In Italy, farm to table developed as the Slow Food movement. Founded in 1986, the Slow Food movement protested a franchise of fast food chain McDonald’s, instead encouraging “slow” food that is sustainably and fairly produced. Today, there are over 150 countries with Slow Food chapters, and over 200,000 members worldwide.
By the early twenty-first century, farm to table become more mainstream, as concepts like The Kitchen in Boulder and New York’s Blue Hill gained momentum. Now farm-to-table restaurants can be found around the world, and locavore restaurateurs are constantly pushing the envelope of sustainable produce and meat.
And the movement has had a positive impact on communities: A recent report from the U.S. Department of Agriculture points to production of local produce and meats in areas with thriving local food systems (which includes farm-to-restaurant sales) as a positive impact on produce sales, improving the local economy.
A hyperlocal movement
As farm to table has expanded, restaurants have started looking even closer to home than local farms. They’ve begun growing their own food. While in-house produce is not new, it has previously been reserved for high-end, Michelin-starred establishments, or restaurants in rural areas with more resources.
Now an increasing number of quick-service or casual restaurants have begun to grow their own produce. California salad restaurant Tender Greens, for example, utilizes hydroponic towers to grow produce on its patios. Chefs can harvest the produce and feature it on the menu as a true “straight to plate” dish.
The rise of urban gardens
Seasonality is often a barrier for restaurants that want to source local produce. A recent study of farm-to-table supply chains conducted in Columbia County, New York, determined that New York restaurants purchased from local farms for an average of only 20 weeks per year. It’s difficult to go totally local when your nearby farms can supply you for less than half the year, while California producers can distribute food to restaurants year-round.
To combat seasonality, some restaurants are turning to urban gardens, and some have even created their own.

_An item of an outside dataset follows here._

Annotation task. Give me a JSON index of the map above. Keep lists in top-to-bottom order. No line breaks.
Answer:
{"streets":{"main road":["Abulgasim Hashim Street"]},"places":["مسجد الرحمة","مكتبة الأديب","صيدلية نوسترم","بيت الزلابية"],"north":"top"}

Urban gardens can be created in any size or type of space. Urban farmers commonly use hydroponic, aeroponic, or aquaponic technology, and natural or LED lighting. And urban gardens can use up to 95 percent less water than conventional growing methods. With stacked or vertical planting, farmers can increase yield while harvesting all year long.
For example, one shipping container’s worth of plants can produce as much as two acres of land year-round. This creates sustainable produce with less water and no need for pesticides or herbicides.
In Malibu, Square seller Malibu Farms uses produce from its founder’s farm. In Minneapolis, The Bachelor Farmer grows its own produce and herbs on its rooftop garden in the summer and sources local produce and meats throughout the year.
How to get local at your own restaurant
The trend toward locally sourced, seasonal food continues to be a big opportunity for businesses. Here’s how you can begin to implement farm-to-table practices into your own business.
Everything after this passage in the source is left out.